BEGIN EXTRACTED DATA
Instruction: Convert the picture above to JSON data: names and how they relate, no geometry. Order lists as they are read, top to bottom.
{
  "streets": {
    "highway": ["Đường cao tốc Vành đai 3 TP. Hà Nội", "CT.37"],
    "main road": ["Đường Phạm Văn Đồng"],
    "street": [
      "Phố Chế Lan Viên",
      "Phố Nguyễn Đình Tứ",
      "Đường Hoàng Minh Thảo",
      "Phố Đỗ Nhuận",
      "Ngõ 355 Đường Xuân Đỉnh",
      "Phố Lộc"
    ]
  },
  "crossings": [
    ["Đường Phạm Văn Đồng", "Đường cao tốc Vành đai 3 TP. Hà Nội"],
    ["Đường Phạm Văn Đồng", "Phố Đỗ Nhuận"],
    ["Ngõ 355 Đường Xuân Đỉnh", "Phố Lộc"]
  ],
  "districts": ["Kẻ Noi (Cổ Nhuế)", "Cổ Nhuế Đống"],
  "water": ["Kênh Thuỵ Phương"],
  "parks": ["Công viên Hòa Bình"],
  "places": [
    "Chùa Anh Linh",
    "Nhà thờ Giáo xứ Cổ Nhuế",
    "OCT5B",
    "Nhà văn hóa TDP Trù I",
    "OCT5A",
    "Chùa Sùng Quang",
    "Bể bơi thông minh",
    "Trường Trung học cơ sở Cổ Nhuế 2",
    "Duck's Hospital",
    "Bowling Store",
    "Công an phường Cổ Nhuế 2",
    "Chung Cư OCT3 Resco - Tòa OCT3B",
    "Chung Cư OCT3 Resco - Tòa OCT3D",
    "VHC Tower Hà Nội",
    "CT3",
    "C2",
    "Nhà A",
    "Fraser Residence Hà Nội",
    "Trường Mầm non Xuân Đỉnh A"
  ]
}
END EXTRACTED DATA
• [TASK DETAILS]:
Go through the records above and return each line in which the word "Resco" occurs.

• [COMPLETED TASK]:
    "Chung Cư OCT3 Resco - Tòa OCT3B",
    "Chung Cư OCT3 Resco - Tòa OCT3D",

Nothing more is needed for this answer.